EXERCISE DESCRIPTION:
Go through the records below and count every line containing "casing". Reply with the count alone.

Dataset entries
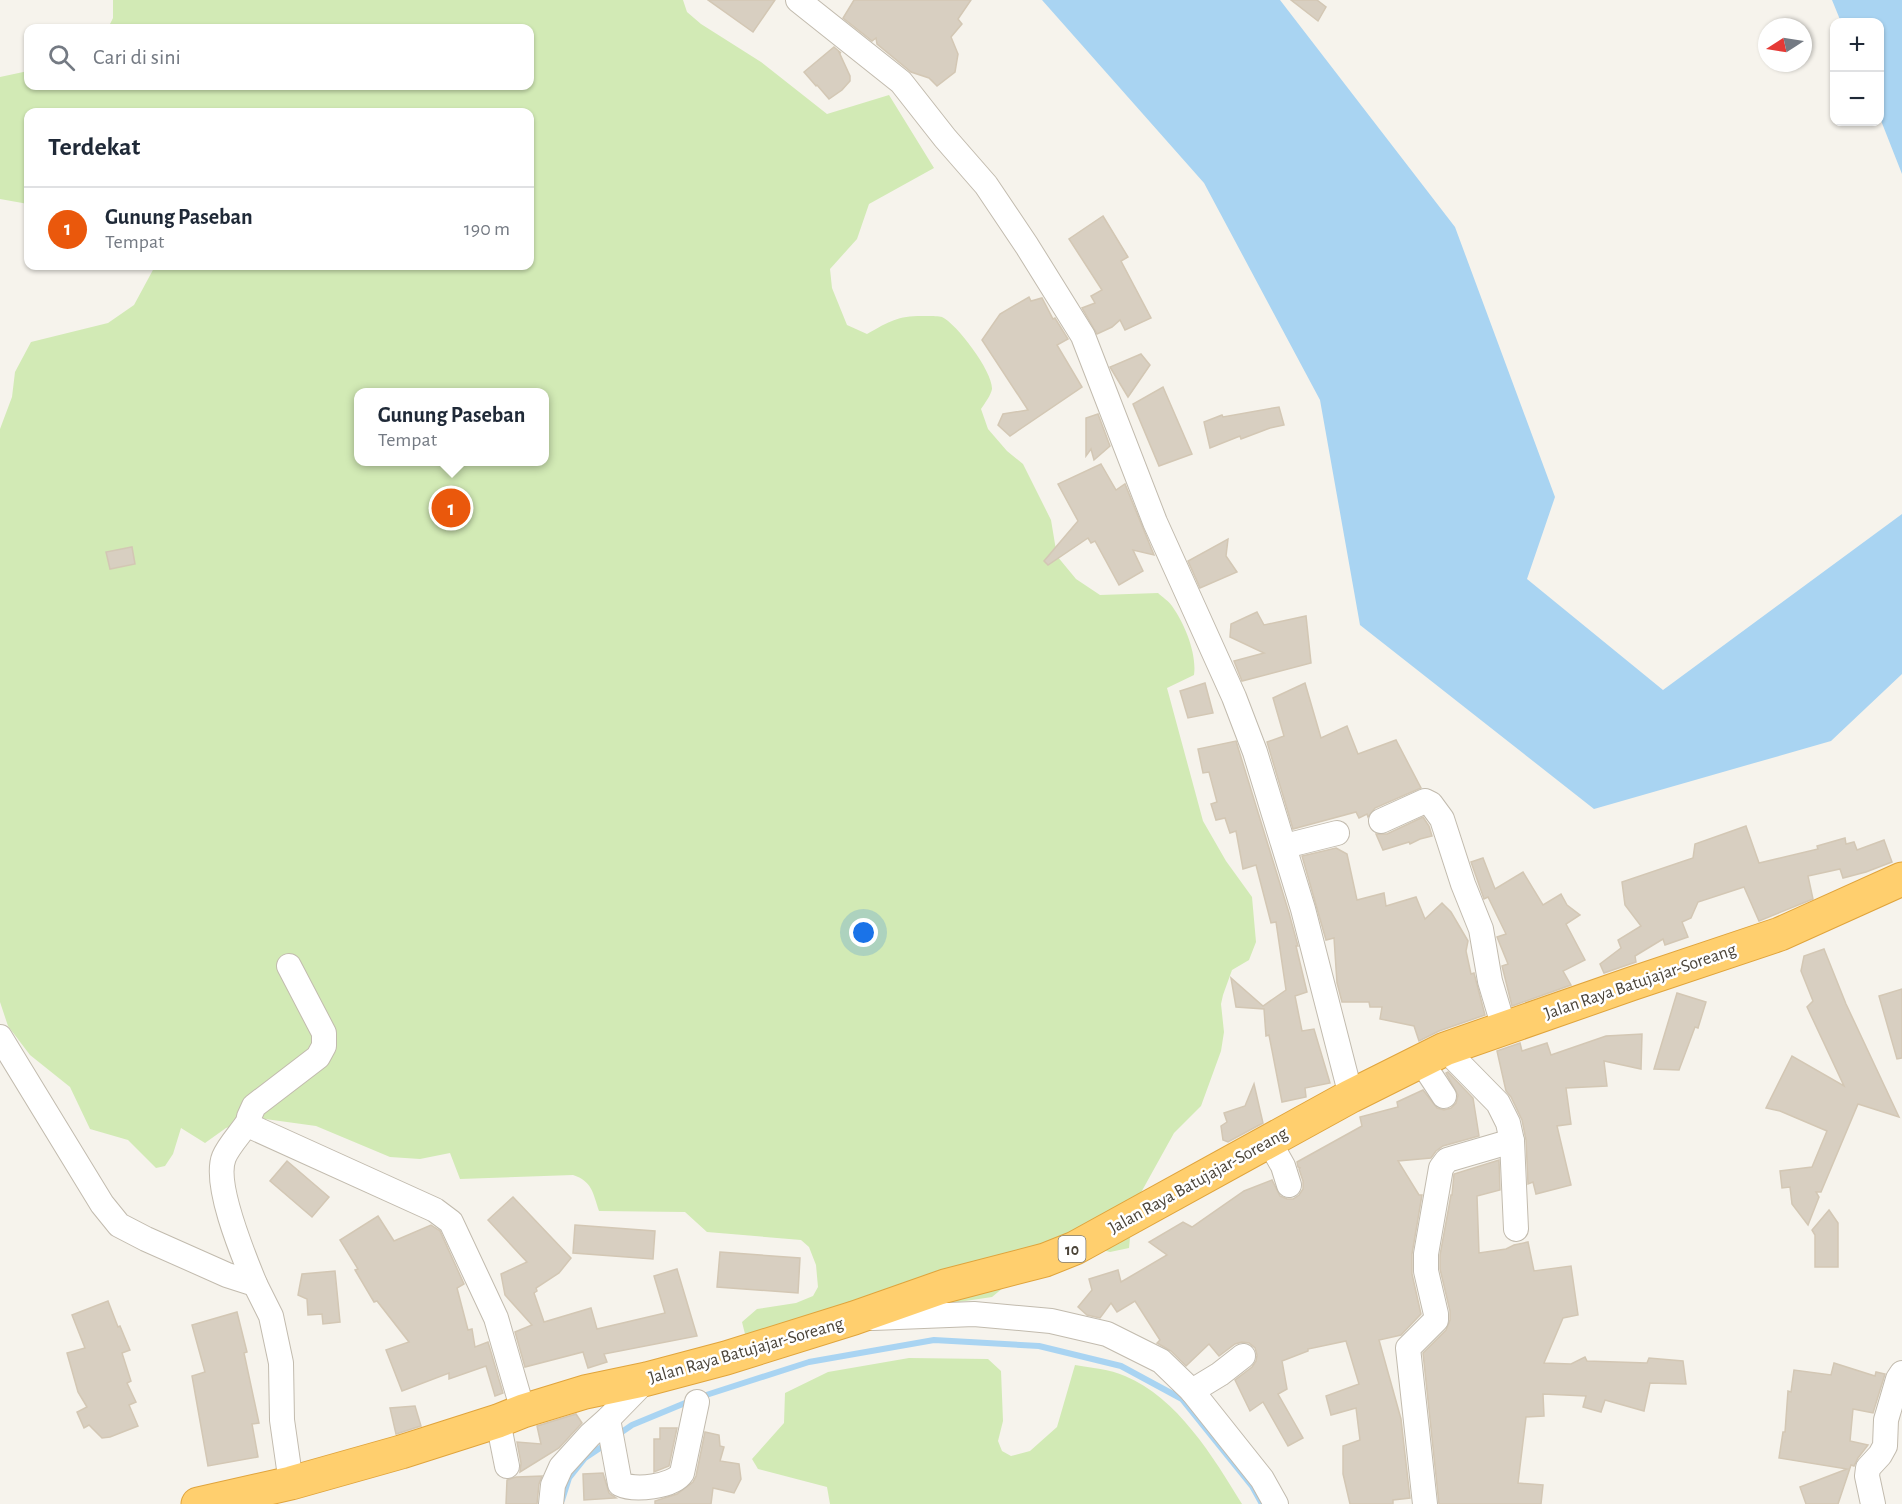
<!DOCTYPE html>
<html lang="id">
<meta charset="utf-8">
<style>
:root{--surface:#fff;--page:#f6f6f7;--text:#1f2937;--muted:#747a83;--line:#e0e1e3;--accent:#ea580c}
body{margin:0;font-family:"Alegreya Sans",sans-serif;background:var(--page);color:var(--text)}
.controls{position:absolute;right:18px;top:18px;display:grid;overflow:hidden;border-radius:12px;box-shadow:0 2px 4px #0004}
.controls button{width:54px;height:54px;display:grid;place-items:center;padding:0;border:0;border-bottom:2px solid var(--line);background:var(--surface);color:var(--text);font:30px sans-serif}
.compass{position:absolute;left:1758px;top:18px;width:54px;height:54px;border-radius:50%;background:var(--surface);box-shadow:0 2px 4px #0004;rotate:258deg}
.you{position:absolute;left:864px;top:933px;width:21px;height:21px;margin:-15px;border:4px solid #fff;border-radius:50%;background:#1a73e8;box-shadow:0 0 0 9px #1a73e833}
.badge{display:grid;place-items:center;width:39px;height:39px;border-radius:50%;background:var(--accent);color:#fff;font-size:20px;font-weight:700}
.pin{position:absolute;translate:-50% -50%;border:3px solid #fff;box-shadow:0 2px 6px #0006}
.popup{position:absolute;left:354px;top:388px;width:195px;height:78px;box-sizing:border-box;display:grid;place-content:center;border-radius:12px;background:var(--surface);filter:drop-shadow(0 2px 4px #0005);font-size:20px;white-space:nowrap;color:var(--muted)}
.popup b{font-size:22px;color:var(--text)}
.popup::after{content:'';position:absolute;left:50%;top:100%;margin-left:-12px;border:12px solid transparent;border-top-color:var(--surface)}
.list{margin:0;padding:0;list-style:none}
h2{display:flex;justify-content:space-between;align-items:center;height:78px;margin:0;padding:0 24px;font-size:26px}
h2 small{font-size:20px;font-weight:400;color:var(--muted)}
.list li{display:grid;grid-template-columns:39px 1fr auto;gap:18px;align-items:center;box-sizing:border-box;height:84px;padding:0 24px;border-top:2px solid var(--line)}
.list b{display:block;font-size:22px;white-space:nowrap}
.list p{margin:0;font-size:20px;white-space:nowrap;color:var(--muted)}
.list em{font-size:20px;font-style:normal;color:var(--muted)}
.icon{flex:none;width:33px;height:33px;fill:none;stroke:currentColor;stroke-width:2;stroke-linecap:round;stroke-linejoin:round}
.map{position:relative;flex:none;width:1902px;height:1504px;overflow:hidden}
.search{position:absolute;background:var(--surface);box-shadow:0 2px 4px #0004;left:24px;top:24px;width:510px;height:66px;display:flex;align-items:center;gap:15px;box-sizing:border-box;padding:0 21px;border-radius:12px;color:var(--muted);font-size:22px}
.panel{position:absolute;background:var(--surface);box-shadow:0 2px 4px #0004;left:24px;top:108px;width:510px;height:162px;border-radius:12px}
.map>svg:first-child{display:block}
.green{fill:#d2eab5;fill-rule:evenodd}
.water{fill:#a9d4f2}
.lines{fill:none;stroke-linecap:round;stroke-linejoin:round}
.stream{stroke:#a9d4f2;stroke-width:6}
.building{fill:#d8cfc1;stroke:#d3c7b4;stroke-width:1.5}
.minor-casing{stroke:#c2bbae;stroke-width:26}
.highway-casing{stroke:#e0a43c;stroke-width:35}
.minor{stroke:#fff;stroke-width:24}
.highway{stroke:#ffcf6e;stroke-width:33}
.labels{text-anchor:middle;stroke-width:5;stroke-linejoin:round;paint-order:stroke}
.shield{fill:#fff;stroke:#817c74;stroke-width:1.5}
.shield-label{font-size:16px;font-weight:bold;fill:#4b4439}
.street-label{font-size:18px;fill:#4b4439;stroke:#fff}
</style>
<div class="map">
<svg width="1902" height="1504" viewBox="0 0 1902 1504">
<rect width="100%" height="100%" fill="#f6f3ec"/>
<g class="green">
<path d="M 113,0 L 683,0 L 687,12 L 701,24 L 761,62 L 827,114 L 889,95 L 934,168 L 869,204 L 857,239 L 830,269 L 832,288 L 847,325 L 867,334 C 891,320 900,315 928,316 C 932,316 939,316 942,317 C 957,324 993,372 992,389 C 991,395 985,403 981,409 L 988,429 L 1007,451 L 1023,464 L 1051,520 L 1057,556 L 1076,579 L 1100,595 L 1158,593 C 1162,597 1169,601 1172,606 C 1185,624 1197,654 1194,675 L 1167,688 L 1203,821 L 1226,861 L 1252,897 L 1256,942 L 1249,960 L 1232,970 L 1223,995 L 1221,1004 L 1224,1032 L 1221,1051 L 1201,1106 L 1174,1133 L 1133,1207 L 1129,1248 L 1110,1252 L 1091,1247 L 1051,1248 L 992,1297 L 745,1334 L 742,1322 L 757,1309 L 796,1303 L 813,1296 L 818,1287 L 816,1265 L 809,1247 L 801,1240 L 707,1232 L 685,1212 L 599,1211 C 593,1193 592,1181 573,1175 L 460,1179 L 450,1153 L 420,1159 L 390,1157 L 316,1126 L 258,1118 L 226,1128 L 205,1143 L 181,1128 L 173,1154 L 165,1166 L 156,1168 L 128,1140 L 90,1129 L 70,1087 L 30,1055 L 8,1026 L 0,1002 L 0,429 L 12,397 L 15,372 L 31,342 L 108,323 L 134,305 L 154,268 L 159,266 L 530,266 L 530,112 L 28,112 L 28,204 L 0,199 L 0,77 L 28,71 L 28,86 L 530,86 L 530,28 L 108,28 L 113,18 ZM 358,392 L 544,392 L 544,462 L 358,462 Z"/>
<path d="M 909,1358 L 988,1359 L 1001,1371 L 1003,1421 L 998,1441 L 1002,1451 L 1011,1456 L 1030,1451 L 1057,1427 L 1075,1365 C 1091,1368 1110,1369 1125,1376 C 1177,1397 1214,1458 1242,1504 L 830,1504 L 827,1487 L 758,1469 L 752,1459 L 784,1423 L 785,1393 L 828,1372 Z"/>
</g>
<g class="water">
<polygon points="1042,0 1280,0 1455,227 1555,497 1527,579 1663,690 1902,514 1902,674 1831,741 1594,809 1360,625 1320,400 1204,183"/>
<polygon points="1832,0 1902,0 1902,174 1880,118 1880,22 1841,22"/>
</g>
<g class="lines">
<g class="stream">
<polyline points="700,1397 809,1362 934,1340 1039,1346 1121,1366 1182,1399 1252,1486 1262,1504"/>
<polyline points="616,1436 632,1425 690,1401"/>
<polyline points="562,1500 569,1478 585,1458 606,1444"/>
</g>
</g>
<g class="building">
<polygon points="708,0 775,0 753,32"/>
<polygon points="854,0 971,0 958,19 962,24 951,37 958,54 955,72 937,86 929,78 911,72 877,44 876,38 872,41 843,18"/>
<polygon points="1291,0 1317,0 1326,7 1318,21"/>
<polygon points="834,47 841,53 839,52 850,76 850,81 842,90 829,99 817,85 816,86 804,72"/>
<polygon points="1103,216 1128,257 1121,261 1151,318 1125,330 1120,320 1112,327 1097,334 1082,308 1095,303 1091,296 1102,290 1069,239"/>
<polygon points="1029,297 1031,301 1042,298 1053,319 1055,318 1068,339 1057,345 1082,387 1010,436 998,425 1003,414 1028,410 982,340 1000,314"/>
<polygon points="1141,354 1150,365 1128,397 1110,367"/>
<polygon points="1163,387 1192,454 1159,466 1133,404"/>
<polygon points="1279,407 1284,425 1270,428 1241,439 1240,436 1210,448 1204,422 1222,415 1223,417"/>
<polygon points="1098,414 1110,446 1094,460 1091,449 1086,456 1086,418"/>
<polygon points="1101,464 1116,490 1125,484 1154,555 1133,550 1143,571 1119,585 1095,541 1091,543 1088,538 1048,565 1044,561 1078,521 1058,484"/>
<polygon points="1228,539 1226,556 1237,572 1200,588 1188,561"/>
<polygon points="132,547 135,564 110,569 106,552"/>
<polygon points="1257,612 1264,625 1306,616 1311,663 1242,681 1234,661 1264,653 1230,637 1231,624"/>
<polygon points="1205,683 1213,713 1188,718 1180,691"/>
<polygon points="1305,683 1321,738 1347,726 1358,754 1396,740 1421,788 1375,808 1368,817 1367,814 1359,818 1356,812 1293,829 1267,742 1284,736 1273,698"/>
<polygon points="1236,741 1289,913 1298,946 1296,946 1307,992 1295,996 1302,1031 1314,1029 1330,1083 1305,1088 1306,1097 1282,1102 1269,1035 1266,1036 1264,1009 1236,1007 1231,978 1263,1006 1286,990 1276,922 1271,923 1256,865 1243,869 1236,831 1230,833 1225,818 1216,820 1211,804 1217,802 1209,772 1203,773 1198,749"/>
<polygon points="1423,817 1429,826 1432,836 1420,839 1410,844 1409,842 1383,850 1376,834 1387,834"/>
<polygon points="1746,826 1759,863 1818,849 1817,846 1845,838 1846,844 1854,842 1857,850 1884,840 1892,862 1866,872 1843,878 1840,869 1808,876 1813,899 1759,921 1744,887 1698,902 1691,918 1682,922 1688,937 1665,945 1663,939 1635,956 1636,962 1604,973 1600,964 1621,948 1618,940 1641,926 1625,905 1622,882 1693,858 1695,844"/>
<polygon points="1336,848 1347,854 1357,900 1384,893 1386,906 1416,897 1425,919 1442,903 1451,912 1468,941 1466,951 1471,974 1474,973 1485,1015 1439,1031 1419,1041 1414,1026 1380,1019 1382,1007 1370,1007 1369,1002 1342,1002 1337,983 1334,938 1326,940 1302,856"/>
<polygon points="1483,858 1495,889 1523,872 1543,905 1561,894 1567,905 1580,915 1566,924 1585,960 1563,971 1571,985 1512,1006 1502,966 1508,964 1497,937 1506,934 1488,897 1484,899 1471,862"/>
<polygon points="1824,949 1846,1004 1899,1117 1858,1104 1821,1192 1816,1192 1819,1197 1808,1225 1792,1204 1790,1187 1782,1188 1780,1171 1812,1167 1827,1131 1780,1111 1766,1108 1792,1056 1844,1086 1807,1007 1813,1001 1801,971 1804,956"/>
<polygon points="1902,989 1902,1058 1897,1059 1879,996"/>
<polygon points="1677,993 1706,1002 1698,1028 1695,1027 1679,1070 1654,1069"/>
<polygon points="1642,1034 1641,1069 1604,1061 1607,1086 1566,1088 1571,1124 1557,1126 1571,1185 1536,1194 1533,1182 1528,1184 1526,1140 1522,1120 1511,1097 1506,1091 1497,1051 1520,1043 1522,1051 1547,1043 1551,1055 1606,1036"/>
<polygon points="1448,1072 1473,1098 1479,1136 1443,1146 1436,1151 1431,1158 1398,1161 1419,1195 1422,1195 1412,1254 1412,1274 1421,1314 1401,1335 1379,1340 1401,1419 1410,1498 1393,1500 1393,1504 1350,1504 1343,1474 1343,1446 1360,1440 1356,1408 1331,1415 1326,1396 1359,1384 1346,1341 1308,1349 1308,1351 1282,1361 1287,1389 1278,1394 1303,1438 1288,1446 1263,1402 1250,1411 1235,1380 1252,1367 1256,1361 1257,1355 1255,1348 1249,1343 1242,1342 1235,1344 1219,1356 1209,1344 1186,1366 1171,1351 1157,1343 1160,1340 1135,1301 1117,1312 1111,1303 1100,1318 1087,1315 1078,1307 1092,1290 1089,1279 1118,1270 1121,1282 1167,1255 1149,1242 1183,1222 1192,1227 1244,1191 1272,1180 1280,1196 1287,1199 1293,1199 1299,1195 1303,1189 1303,1181 1299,1169 1300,1168 1298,1167 1297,1162 1362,1126 1360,1117 1398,1107 1397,1102 1423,1090 1437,1108 1444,1110 1451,1108 1456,1103 1458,1095 1446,1073"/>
<polygon points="1254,1084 1263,1123 1228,1142 1223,1140 1221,1126 1227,1122 1224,1113 1245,1106"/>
<polygon points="1499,1160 1500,1190 1477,1196 1479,1253 1506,1249 1514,1245 1528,1242 1534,1271 1571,1266 1578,1315 1563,1318 1544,1363 1571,1364 1585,1357 1587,1361 1647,1363 1649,1358 1683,1361 1686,1384 1650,1383 1644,1411 1605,1400 1601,1412 1583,1407 1586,1396 1543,1394 1544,1416 1526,1417 1518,1483 1543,1485 1541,1504 1439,1504 1423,1353 1446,1330 1450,1320 1450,1311 1440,1269 1440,1255 1451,1195 1452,1195 1454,1174"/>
<polygon points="287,1161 329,1197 312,1217 270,1181"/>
<polygon points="513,1197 571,1258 559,1273 536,1288 537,1291 534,1293 544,1322 591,1308 597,1329 665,1313 654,1276 677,1269 697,1336 604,1354 607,1362 588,1368 583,1352 525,1367 515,1332 532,1325 505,1295 501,1274 527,1262 488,1220"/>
<polygon points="1829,1210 1838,1223 1838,1267 1815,1267 1815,1235 1812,1230"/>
<polygon points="378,1216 394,1241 431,1225 440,1231 464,1284 457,1288 468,1330 472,1329 475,1347 488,1342 503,1393 495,1396 486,1366 449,1379 449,1373 402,1391 386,1350 409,1342 377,1301 374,1302 355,1270 358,1269 340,1240"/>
<polygon points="575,1225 655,1231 653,1259 573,1253"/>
<polygon points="720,1252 800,1258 798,1293 717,1287"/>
<polygon points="335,1271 340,1322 323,1324 322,1314 308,1315 307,1299 298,1295 302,1274"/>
<polygon points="108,1301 118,1327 120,1326 130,1350 122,1353 131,1381 127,1383 136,1402 129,1405 138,1426 110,1437 102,1438 89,1425 84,1428 77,1412 87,1407 78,1392 67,1353 85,1348 72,1315"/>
<polygon points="237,1312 247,1352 244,1353 259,1423 252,1424 258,1457 208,1466 192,1376 205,1372 192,1325"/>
<polygon points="1834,1363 1875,1376 1876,1372 1885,1374 1873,1413 1853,1409 1850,1441 1868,1445 1858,1458 1854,1466 1851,1465 1838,1504 1806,1504 1800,1487 1847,1469 1779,1458 1783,1432 1785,1432 1788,1391 1791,1392 1794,1370 1831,1375"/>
<polygon points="415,1406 421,1426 396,1434 390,1408"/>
<polygon points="576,1414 582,1423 559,1448 520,1472 521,1463 517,1442 541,1444 537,1426"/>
<polygon points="660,1428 677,1428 669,1466 654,1472 654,1439 660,1439"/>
<polygon points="705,1432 719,1435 720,1446 724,1447 720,1461 739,1464 741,1479 734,1493 713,1488 711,1504 655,1504 655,1501 677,1494 693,1482 696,1476"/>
<polygon points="603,1473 609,1493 616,1498 584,1500 583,1474"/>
<polygon points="542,1476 539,1484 537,1504 506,1504 507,1480 516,1477"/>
</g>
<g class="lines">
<defs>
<g id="minor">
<polyline points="798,0 901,82 945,138 986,185 1027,246 1083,336 1155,522 1234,697 1255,752 1303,909 1351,1096"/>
<polyline points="1381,821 1425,801 1431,804 1442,819 1463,884 1481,929 1490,981 1504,1028"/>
<polyline points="1285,846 1337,833"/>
<polyline points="0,1037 102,1204 119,1225 146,1239 227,1275 255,1284 271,1316 281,1363 282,1420 291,1483"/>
<polyline points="1445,1049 1498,1103 1508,1123 1512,1141 1516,1229"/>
<polyline points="1421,1061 1444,1096"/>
<polyline points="248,1122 252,1127 435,1210 451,1222 496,1318 523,1411"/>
<polyline points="1269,1141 1283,1166 1289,1185"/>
<path d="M 255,1284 C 244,1257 213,1184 224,1157 C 229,1145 241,1133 248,1122 L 249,1117 L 254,1106 L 318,1057 L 324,1046 L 324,1033 L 289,966"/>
<polyline points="873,1318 974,1314 1051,1321 1107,1334 1161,1361 1192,1391 1262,1479 1276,1504"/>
<polyline points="1192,1391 1220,1374 1243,1356"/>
<path d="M 608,1419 L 620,1484 C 634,1491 673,1487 682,1473 L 697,1402"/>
<polyline points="498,1421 507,1466"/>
<polyline points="551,1504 553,1485 561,1467 590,1435 608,1419 647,1379"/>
<polyline points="1425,1504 1408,1348 1436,1320 1436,1314 1426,1271 1426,1254 1441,1168 1447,1160 1512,1141"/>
<polyline points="1873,1504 1867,1476 1868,1468 1880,1455 1885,1446 1886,1420 1898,1379 1902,1373"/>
</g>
<polyline id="highway" points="198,1504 291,1483 401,1452 498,1421 523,1411 585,1392 647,1379 726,1358 854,1318 945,1286 1045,1260 1075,1248 1351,1096 1445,1049 1631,984 1780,934 1902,879"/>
</defs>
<use href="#minor" class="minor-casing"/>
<use href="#highway" class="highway-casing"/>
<use href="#minor" class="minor"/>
<use href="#highway" class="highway"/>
</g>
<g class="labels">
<rect class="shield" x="1058.5" y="1236" width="27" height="26" rx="4.5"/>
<g class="shield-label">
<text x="1072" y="1255">10</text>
</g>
<g class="street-label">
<text transform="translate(1640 981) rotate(-19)" y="6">Jalan Raya Batujajar-Soreang</text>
<text transform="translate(1198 1180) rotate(-29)" y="6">Jalan Raya Batujajar-Soreang</text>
<text transform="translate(746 1350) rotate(-16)" y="6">Jalan Raya Batujajar-Soreang</text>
</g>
</g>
</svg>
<div class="controls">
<button>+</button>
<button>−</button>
</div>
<svg class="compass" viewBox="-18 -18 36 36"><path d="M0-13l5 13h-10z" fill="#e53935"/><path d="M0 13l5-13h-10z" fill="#747a83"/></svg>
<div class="you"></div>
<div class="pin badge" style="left:451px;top:508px">1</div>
<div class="popup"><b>Gunung Paseban</b>Tempat</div>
<div class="search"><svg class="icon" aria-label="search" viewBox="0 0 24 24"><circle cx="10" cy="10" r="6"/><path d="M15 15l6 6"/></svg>Cari di sini</div>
<section class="panel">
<h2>Terdekat<small></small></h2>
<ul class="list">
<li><span class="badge">1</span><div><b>Gunung Paseban</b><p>Tempat</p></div><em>190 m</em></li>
</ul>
</section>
</div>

SOLUTION:
4